For the first time in eight years, Apple is free from all patent litigation plights with a major technology firm – breaking bread with Qualcomm this week after settling with Samsung last year. As unprecedented and unexpected as the laying down of weapons might seem, it signals something Faultline predicted long ago – that Apple could never gain a significant foothold in 5G without Qualcomm.
News of the dismissal of all litigation between the two companies, which includes an undisclosed payment to Qualcomm and the signing of a six-year chipset license agreement, was shortly followed by Intel controversially canning its 5G mobile modem exploits to focus on developing 5G modems for PCs and smart home devices, as well as continuing with 3G and 4G modems. There is no doubt Intel’s announcement triggered the beginning of the end in the ongoing Apple-Qualcomm debacle.
Intel’s supposed shortcomings in the development of a sufficient modem for the first 5G iPhone have leaked out in recent reports since Chipzilla became the sole smartphone modem supplier last year. Ultimately and against the vast majority of industry odds (excluding ours), it means a Qualcomm Snapdragon 5G iPhone should arrive by 2020.

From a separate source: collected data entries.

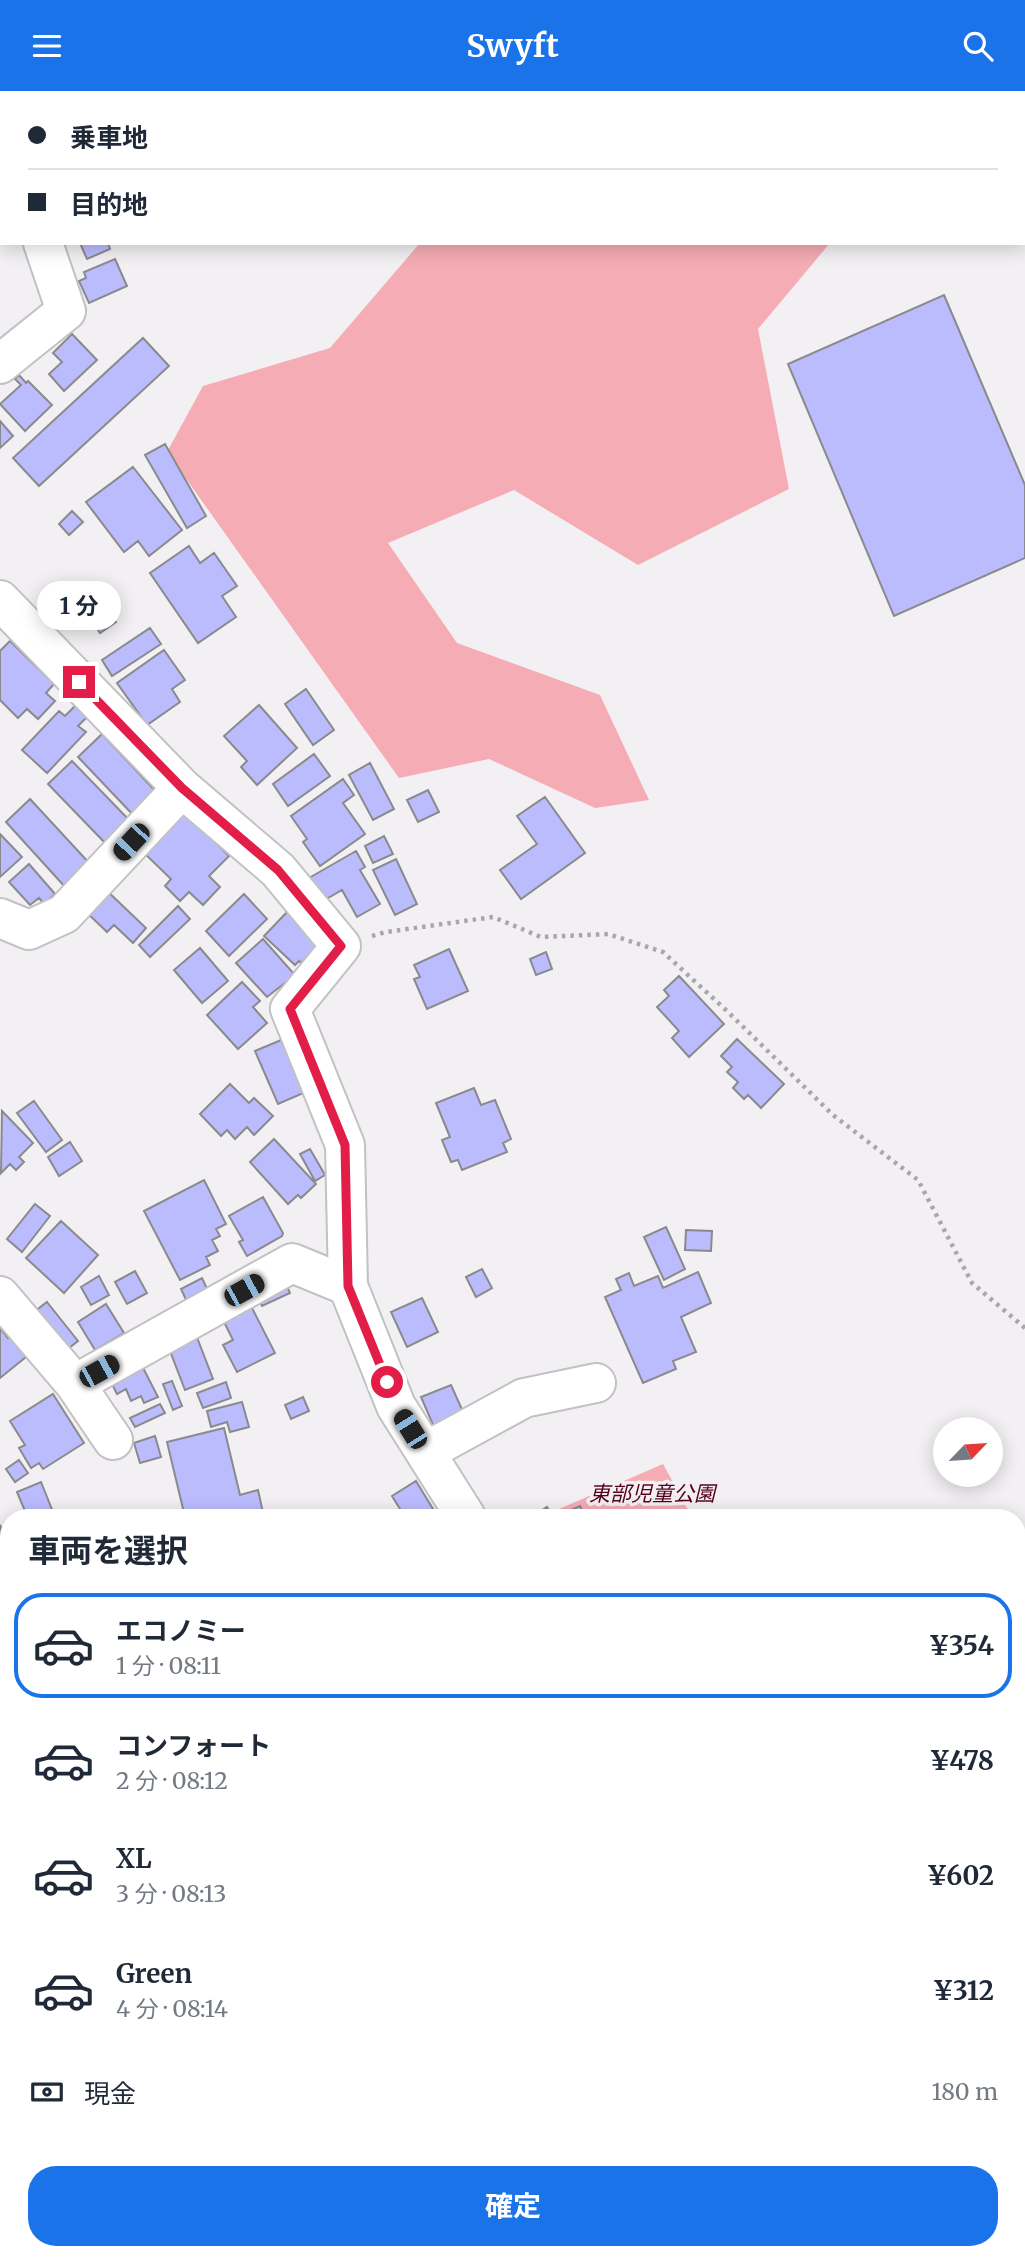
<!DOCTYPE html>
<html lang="ja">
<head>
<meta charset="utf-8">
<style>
  body { margin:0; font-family:Merriweather,"Noto Sans JP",serif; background:#f6f6f7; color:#1f2937; height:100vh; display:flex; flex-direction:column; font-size:26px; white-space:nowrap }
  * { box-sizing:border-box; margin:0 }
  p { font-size:23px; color:#747a83 }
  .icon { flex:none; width:38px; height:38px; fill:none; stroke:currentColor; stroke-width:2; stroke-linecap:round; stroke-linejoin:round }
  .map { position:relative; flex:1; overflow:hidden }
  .side { position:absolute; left:0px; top:1418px; width:1026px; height:751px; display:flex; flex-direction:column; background:#fff; border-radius:28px 28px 0 0; box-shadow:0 4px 18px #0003 }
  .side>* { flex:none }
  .banner { position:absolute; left:0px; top:0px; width:1026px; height:154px; box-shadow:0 4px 18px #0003; display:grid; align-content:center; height:154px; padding:0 28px; background:#fff }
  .needle { width:46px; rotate:65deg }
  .buttons { position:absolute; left:933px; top:1326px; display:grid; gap:14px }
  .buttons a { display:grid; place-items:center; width:70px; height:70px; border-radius:50%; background:#fff; box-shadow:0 4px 18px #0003; font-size:35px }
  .end { position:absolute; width:32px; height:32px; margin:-16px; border:9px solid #e11d48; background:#fff; box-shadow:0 0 0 4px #fff }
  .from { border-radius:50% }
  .bubble { position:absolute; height:49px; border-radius:24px; background:#fff; box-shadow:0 4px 18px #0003; font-size:23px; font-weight:700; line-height:49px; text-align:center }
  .car { position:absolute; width:21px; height:42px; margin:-21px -10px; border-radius:9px; box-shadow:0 0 5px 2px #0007; background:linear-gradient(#222 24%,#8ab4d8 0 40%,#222 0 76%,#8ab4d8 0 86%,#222 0) }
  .banner b { display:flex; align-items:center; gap:24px; height:66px; font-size:26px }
  .banner b+b { border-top:2px solid #e0e1e3 }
  .banner i { width:18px; height:18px; background:#1f2937 }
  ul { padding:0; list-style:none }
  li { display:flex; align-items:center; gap:21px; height:105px; margin:0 14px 10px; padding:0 14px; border:4px solid transparent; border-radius:28px }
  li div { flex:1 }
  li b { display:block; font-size:26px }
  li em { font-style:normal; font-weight:700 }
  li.selected { border-color:#1a73e8 }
  li>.icon { width:63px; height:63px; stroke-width:1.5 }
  h2 { padding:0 28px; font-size:32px; line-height:84px }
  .pay { display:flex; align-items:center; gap:18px; height:77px; padding:0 28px; font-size:26px }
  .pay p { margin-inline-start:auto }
  .button { display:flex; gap:14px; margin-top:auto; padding:14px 28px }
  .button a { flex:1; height:80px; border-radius:28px; background:#1a73e8; color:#fff; font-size:28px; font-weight:700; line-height:80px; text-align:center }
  header { display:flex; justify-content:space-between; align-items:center; height:91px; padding:0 28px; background:#1a73e8; color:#fff; font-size:32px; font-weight:700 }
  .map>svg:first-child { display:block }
  .green { fill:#f5acb5 }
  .building { fill:#bbbcfe; stroke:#8a8a8d; stroke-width:2 }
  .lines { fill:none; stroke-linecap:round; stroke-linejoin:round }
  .minor-casing { stroke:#c2c1c3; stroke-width:42 }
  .path { stroke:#a9a7aa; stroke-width:4.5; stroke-dasharray:3.5 5; stroke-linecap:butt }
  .minor { stroke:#fff; stroke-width:38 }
  .route { stroke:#e11d48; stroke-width:9 }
  .labels { text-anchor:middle; stroke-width:7; stroke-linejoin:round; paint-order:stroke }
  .park-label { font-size:21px; font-style:italic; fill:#56001c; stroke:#f2f0f3 }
</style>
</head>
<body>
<header><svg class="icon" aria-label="menu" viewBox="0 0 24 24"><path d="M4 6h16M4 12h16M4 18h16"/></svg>Swyft<svg class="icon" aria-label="search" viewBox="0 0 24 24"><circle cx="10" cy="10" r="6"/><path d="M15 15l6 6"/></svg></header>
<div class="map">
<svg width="1025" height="2168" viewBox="0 0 1025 2168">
  <rect width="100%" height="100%" fill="#f2f0f3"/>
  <path class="green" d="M552,0H959L551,2Z
    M420,152H830L758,238L789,398L638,474L514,399L388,452L457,552L600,604L649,709L595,717L489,668L399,687L167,361L203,295L330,257Z
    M663,1373L692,1426H563L559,1418Z"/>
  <path class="building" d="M80,152H108L110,158L87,168Z
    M115,168L127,195L89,212L79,190L86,187L84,181Z
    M944,204L1025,394V467L894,525L788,273Z
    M72,243L97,269L64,300L49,283L62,271L53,262Z
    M143,247L169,275L39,395L13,367Z
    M19,284L26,292L28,290L52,314L25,340L0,313L21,294L15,288Z
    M0,330L13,345L0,357Z
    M165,353L206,425L187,437L145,364Z
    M133,376L182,439L149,465L138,450L124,461L86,411Z
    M72,420L83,431L69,444L59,433Z
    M189,455L200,472L214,462L237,495L222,505L236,526L198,552L150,482Z
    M105,515L116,531L100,542L89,526Z
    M150,537L161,553L112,585L102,569Z
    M10,550L54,593L46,602L55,610L38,628L27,618L18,627L0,609V560Z
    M164,559L185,589L172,598L180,611L147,634L117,592Z
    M306,598L334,639L313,654L285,613Z
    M76,614L88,625L78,635L86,641L47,682L22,659L59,620L65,625Z
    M259,614L297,657L257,694L241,676L247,670L224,645Z
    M102,643L161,706L137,728L78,666Z
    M314,663L330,685L288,715L273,693Z
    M72,670L132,732L108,755L48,693Z
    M370,672L394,718L373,729L349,684Z
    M343,688L354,704L343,712L365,743L320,775L303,751L307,748L291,725Z
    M428,699L439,721L418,731L407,709Z
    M545,706L585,762L521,808L500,779L537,753L517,725Z
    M30,708L91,774L66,797L6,731Z
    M185,712L207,742L229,765L209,785L220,796L203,814L189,801L180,810L165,795L171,788L140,758Z
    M0,743L22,766L0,786Z
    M384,745L393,763L373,772L365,755Z
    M356,760L365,776L360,779L380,813L357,826L342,799L323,810L309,787Z
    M396,768L417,813L395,824L373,779Z
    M29,773L55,803L44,813L39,807L30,814L9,791Z
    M103,796L146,837L133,852L114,834L107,841L83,818Z
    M244,803L267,828L229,865L206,840Z
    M178,815L190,828L150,866L139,854Z
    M290,818L323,849L301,872L299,870L295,874L264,845Z
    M263,848L295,884L267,906L236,872Z
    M200,857L228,890L202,912L174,879Z
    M449,858L468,900L427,918L414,888L420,886L414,874Z
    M546,861L552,878L536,884L530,868Z
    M679,885L724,933L689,966L672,947L679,940L657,916L669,905L664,899Z
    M242,891L260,910L253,916L267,932L238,958L207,924Z
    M737,948L784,993L761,1017L748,1004L744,1008L733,997L738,991L727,981L732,976L721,965Z
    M281,949L308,1000L278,1013L255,960Z
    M230,993L249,1012L254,1007L273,1025L254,1044L247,1036L235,1048L227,1039L221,1045L200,1023Z
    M474,997L481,1014L495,1009L511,1048L503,1052L507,1061L462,1079L458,1069L451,1071L442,1049L450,1046L436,1012Z
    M34,1010L62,1049L46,1061L17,1022Z
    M2,1020L33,1052L19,1066L24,1071L16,1079L10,1073L1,1082Z
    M274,1048L316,1093L301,1107L298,1104L288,1113L250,1071Z
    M70,1051L82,1070L59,1085L48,1066Z
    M310,1058L325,1084L315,1090L300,1063Z
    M204,1089L226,1133L216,1138L220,1145L212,1149L218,1160L206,1166L210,1174L180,1189L144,1120Z
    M263,1106L283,1142L282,1145L247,1165L239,1151L243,1149L229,1125Z
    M35,1113L50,1125L22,1161L7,1148Z
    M61,1130L98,1164L64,1202L26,1167Z
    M666,1136L685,1178L664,1189L644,1146Z
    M686,1139L712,1140L711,1160L685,1159Z
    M482,1178L492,1197L476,1206L466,1186Z
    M135,1180L147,1202L127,1213L115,1191Z
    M698,1181L711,1212L681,1226L696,1261L673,1270L676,1278L643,1292L605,1206L621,1199L616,1188L629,1182L634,1195L658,1185L663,1197Z
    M99,1185L109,1204L91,1214L81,1196Z
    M202,1187L208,1200L187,1211L181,1198Z
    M284,1188L290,1202L262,1215L255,1201Z
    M422,1207L438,1241L407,1256L391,1221Z
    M47,1211L78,1250L65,1260L34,1221Z
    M106,1213L124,1242L95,1259L78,1231Z
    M250,1213L275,1262L237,1281L223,1254L233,1249L222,1227Z
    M193,1236L213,1288L185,1299L165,1247Z
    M0,1237L8,1247L20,1237L37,1257L0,1287Z
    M138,1267L158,1306L144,1312L141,1305L131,1310L126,1298L117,1303L107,1283Z
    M172,1290L182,1315L173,1319L163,1293Z
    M226,1291L231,1307L203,1317L197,1302Z
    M451,1294L464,1323L434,1336L421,1306Z
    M53,1303L84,1352L43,1378L39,1372L31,1377L19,1357L25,1354L10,1330Z
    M303,1306L309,1320L291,1328L285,1314Z
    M242,1311L249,1336L230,1341L227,1331L211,1336L207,1320Z
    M160,1313L165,1322L135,1336L130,1327Z
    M224,1337L240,1404L258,1399L264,1426H185L167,1351Z
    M155,1345L161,1366L140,1372L134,1352Z
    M19,1369L28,1382L15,1391L6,1378Z
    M416,1390L433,1418L420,1426H405L392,1405Z
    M41,1391L55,1426H12L25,1420L17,1401Z
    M580,1415L585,1426H566L564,1422Z
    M547,1416L553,1426H532Z
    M0,1434L9,1454V1468L0,1472Z
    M1025,1526V1574L1017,1576V1528Z
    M0,1563H9V1609H0Z
    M1025,1581V1612L1017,1614V1584Z
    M0,1619H9V1645H0Z
    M2,1656H9V1711L0,1712V1679L4,1678Z
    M0,1902L8,1919L0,1923Z
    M9,1925V1950L0,1956V1932Z
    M1,1975L9,1983V2009L0,2001Z
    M7,2150H9V2160H46L47,2168H7Z"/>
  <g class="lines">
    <g class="minor-casing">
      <path id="minor" d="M0,117H2
        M0,273L66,220L43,152
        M0,509L182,697L278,779L341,855L290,918L345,1054L348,1195L396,1315L466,1426
        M0,827L29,839L64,823L182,697
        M0,1205L75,1293L113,1349
        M75,1293L292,1172L348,1195
        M425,1361L524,1307L596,1292
        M0,1500L9,1496
        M0,1537L9,1538
        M1017,1628L1025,1626
        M0,1740L9,1736
        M0,1856L9,1871
        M1017,1985L1025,1995
        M306,2160L322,2168"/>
    </g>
    <path class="path" d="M372,845L386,841L493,826L541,846L608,843L663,861L727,920L833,1024L918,1089L972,1192L1025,1237"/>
    <use href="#minor" class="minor"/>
  </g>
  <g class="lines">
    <path class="route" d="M79,591L182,697L278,779L341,855L290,918L345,1054L348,1195L387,1291"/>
  </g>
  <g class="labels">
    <g class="park-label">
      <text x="652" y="1410">東部児童公園</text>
    </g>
  </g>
</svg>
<div class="buttons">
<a><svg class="needle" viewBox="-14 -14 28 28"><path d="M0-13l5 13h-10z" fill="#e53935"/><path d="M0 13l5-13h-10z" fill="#747a83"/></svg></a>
</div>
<i class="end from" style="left:387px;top:1291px"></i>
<i class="end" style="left:79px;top:591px"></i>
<div class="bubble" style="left:37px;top:490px;width:84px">1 分</div>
<i class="car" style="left:131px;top:751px;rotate:223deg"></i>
<i class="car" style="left:244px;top:1199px;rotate:61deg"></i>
<i class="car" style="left:99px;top:1280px;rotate:61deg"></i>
<i class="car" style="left:410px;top:1338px;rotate:328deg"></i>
<div class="banner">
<b><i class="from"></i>乗車地</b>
<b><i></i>目的地</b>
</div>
<section class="side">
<h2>車両を選択</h2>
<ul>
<li class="selected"><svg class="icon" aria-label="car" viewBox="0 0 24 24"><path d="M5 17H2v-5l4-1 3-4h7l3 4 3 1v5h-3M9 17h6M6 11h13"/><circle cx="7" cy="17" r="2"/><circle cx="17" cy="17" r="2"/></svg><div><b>エコノミー</b><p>1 分 · 08:11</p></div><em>¥354</em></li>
<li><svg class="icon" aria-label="car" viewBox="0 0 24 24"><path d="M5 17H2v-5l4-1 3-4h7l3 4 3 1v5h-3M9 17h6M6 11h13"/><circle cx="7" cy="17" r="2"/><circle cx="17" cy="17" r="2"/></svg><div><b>コンフォート</b><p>2 分 · 08:12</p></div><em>¥478</em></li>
<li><svg class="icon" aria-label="car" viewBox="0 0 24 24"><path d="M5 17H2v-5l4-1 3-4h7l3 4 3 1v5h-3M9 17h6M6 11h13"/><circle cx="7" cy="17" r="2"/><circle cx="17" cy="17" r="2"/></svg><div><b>XL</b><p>3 分 · 08:13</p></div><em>¥602</em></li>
<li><svg class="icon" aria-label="car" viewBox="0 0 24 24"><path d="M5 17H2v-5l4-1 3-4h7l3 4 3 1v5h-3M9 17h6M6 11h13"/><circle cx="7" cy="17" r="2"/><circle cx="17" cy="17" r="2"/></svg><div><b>Green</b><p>4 分 · 08:14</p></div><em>¥312</em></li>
</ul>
<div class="pay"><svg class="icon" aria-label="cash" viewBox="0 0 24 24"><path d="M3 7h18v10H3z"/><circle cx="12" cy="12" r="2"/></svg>現金<p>180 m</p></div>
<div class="button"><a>確定</a></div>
</section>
</div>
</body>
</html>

Faultline initially doubted Intel’s ability to build an acceptable 5G modem within 18 months of Samsung and Qualcomm and we actually went as far to suggest it might never be able to build one outright – so we were right on the money again. Apple would have been waiting until at least 2020 for an Intel part which only existed as a prototype which we now know will never see the light of day. This is essentially what the ongoing FTC court case concerns – Qualcomm having a part ready to rumble, while the only other chip firms able to supply such a component are Samsung, or from China (although Trump’s trade war virtually blocked that route), or – more unlikely still – from startups.

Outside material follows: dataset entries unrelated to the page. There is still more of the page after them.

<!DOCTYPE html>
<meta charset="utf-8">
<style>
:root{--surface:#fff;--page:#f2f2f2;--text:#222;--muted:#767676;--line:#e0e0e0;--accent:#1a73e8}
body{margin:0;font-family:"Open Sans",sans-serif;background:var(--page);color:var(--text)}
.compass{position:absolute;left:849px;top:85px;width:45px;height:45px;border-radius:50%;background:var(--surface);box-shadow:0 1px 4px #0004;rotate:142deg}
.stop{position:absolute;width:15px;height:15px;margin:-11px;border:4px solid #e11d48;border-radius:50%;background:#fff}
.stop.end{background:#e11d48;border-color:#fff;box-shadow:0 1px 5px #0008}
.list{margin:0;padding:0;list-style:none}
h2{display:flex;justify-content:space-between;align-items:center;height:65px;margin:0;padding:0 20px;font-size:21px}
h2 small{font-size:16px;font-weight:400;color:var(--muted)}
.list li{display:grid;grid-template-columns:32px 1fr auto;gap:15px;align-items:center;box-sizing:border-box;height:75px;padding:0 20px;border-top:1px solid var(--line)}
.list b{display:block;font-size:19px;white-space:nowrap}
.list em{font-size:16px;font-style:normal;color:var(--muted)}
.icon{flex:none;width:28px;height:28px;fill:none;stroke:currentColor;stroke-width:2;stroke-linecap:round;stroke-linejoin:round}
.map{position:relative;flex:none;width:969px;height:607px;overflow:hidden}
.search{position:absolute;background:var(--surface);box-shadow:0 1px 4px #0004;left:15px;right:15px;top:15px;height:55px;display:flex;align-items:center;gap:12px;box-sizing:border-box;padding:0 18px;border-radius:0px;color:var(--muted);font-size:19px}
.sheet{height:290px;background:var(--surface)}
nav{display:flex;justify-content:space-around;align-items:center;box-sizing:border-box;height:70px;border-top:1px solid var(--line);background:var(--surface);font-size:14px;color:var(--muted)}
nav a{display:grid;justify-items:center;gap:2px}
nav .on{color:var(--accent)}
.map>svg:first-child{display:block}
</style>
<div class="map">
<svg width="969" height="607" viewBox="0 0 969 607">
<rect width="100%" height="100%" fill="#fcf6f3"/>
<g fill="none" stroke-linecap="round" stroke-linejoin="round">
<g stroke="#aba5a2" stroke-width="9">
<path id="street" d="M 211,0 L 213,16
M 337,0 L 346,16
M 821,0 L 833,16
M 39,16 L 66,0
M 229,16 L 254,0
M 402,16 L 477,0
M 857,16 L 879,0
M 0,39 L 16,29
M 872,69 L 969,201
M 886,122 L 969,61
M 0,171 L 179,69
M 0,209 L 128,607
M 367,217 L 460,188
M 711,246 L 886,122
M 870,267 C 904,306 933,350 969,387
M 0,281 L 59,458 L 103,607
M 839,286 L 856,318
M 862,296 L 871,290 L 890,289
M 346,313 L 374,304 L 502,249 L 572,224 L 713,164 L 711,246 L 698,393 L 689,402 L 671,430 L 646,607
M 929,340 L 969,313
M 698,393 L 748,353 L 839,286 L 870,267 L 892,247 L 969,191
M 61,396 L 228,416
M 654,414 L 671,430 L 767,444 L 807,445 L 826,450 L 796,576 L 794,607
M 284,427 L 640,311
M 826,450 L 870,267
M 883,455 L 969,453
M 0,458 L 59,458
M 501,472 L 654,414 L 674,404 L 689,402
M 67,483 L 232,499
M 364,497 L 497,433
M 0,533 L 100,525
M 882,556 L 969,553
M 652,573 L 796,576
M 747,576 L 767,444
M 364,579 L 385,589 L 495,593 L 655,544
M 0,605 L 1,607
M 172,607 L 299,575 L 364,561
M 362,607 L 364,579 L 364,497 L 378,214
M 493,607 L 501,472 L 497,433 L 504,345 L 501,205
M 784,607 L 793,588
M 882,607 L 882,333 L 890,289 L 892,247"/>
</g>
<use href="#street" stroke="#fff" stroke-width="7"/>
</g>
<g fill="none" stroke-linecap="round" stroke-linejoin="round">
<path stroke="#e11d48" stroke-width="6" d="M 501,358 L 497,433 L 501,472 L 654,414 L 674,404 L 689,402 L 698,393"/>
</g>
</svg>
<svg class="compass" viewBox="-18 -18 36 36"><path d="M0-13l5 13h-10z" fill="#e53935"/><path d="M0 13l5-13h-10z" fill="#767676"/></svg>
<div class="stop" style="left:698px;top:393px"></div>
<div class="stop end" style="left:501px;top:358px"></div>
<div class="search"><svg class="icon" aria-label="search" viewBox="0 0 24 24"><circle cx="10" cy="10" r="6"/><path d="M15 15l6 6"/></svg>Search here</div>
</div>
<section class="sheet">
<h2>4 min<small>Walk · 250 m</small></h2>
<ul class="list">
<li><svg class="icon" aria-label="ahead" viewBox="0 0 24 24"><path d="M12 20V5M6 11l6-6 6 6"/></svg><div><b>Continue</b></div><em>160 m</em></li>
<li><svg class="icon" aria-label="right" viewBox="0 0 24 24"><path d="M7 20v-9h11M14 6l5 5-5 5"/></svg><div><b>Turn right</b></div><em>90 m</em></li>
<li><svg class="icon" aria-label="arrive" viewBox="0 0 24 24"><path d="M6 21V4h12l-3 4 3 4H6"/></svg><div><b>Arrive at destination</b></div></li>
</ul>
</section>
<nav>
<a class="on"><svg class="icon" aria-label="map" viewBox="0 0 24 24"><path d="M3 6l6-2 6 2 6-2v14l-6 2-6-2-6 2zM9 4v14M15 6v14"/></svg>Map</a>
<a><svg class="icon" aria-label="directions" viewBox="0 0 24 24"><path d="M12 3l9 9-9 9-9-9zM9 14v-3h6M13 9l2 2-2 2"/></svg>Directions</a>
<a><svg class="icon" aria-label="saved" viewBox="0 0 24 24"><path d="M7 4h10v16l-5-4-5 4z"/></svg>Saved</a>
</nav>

Rewind to November 2017 when we ran the headline “Split from Qualcomm could leave Apple in 5G dust” when the point was hit home how Qualcomm has been making waves in modem development, reaching Gigabit download speeds in lab environments using its X50 5G modem chipset in combination with its SDR051 TF transceiver chip – showing how Qualcomm aims to supply multiple parts of the 5G ecosystem. In past eco-system ramp ups, it has been 9 months to 12 months ahead of rivals with early silicon.
Then in February this year, we updated readers on the proceedings between Qualcomm and the FTC after Apple and Qualcomm had each presented their closing arguments. Faultline concluded that the lengthy discussion of events within the courtroom at the time combined to imply an inevitable outcome in which Qualcomm would be let off the hook.
Now that’s the smugness out of the way, we promise, but it’s a fine feeling knowing our readers continue to be ahead of the curve.
A value hasn’t been publicly placed on the payment received by Qualcomm, but we estimate Apple has coughed up somewhere in the region of $10 billion to $12 billion. Either way, Qualcomm’s next set of financial results should include a mysteriously large lump on the books. But even $12 billion could be a smaller sum than what Apple might have had to recoup from developing a 5G modem from scratch and as many modem casualties in the past have illustrated, from Broadcom to Nvidia to Freescale, it is tough to beat Qualcomm at its strongest game.
“We are very excited about the opportunity in 5G and the ‘cloudification’ of the network, but in the smartphone modem business it has become apparent that there is no clear path to profitability and positive returns,” Intel CEO Bob Swan said in a statement. “5G continues to be a strategic priority across Intel, and our team has developed a valuable portfolio of wireless products and intellectual property. We are assessing our options to realize the value we have created, including the opportunities in a wide variety of data-centric platforms and devices in a 5G world.”
The settlement comes only a month after Qualcomm secured its third and most significant win against its once fierce adversary Apple, with a jury in the US District Court of California ruling against the iPhone maker and ordering it to sign over a check for $31 million, following similar decisions in Germany and China this year. At the time, Qualcomm mocked Apple in a statement saying, “we are gratified that courts all over the world are rejecting Apple’s strategy of refusing to pay for the use of our IP.” However, these patents are not related to modem processors and Qualcomm therefore highlighted they are not essential to practice any cellular standard.”
Just imagine an army of Apple lawyers twiddling their thumbs wondering what to do now and praying Apple’s now infamous legal spree is reignited soon, somehow. Indeed, even esteemed members of Apple’s own legal team may have fallen victim to the element of surprise given how lawyers were presenting closing arguments in a Southern California courtroom the day prior to the joint announcement from Apple and Qualcomm.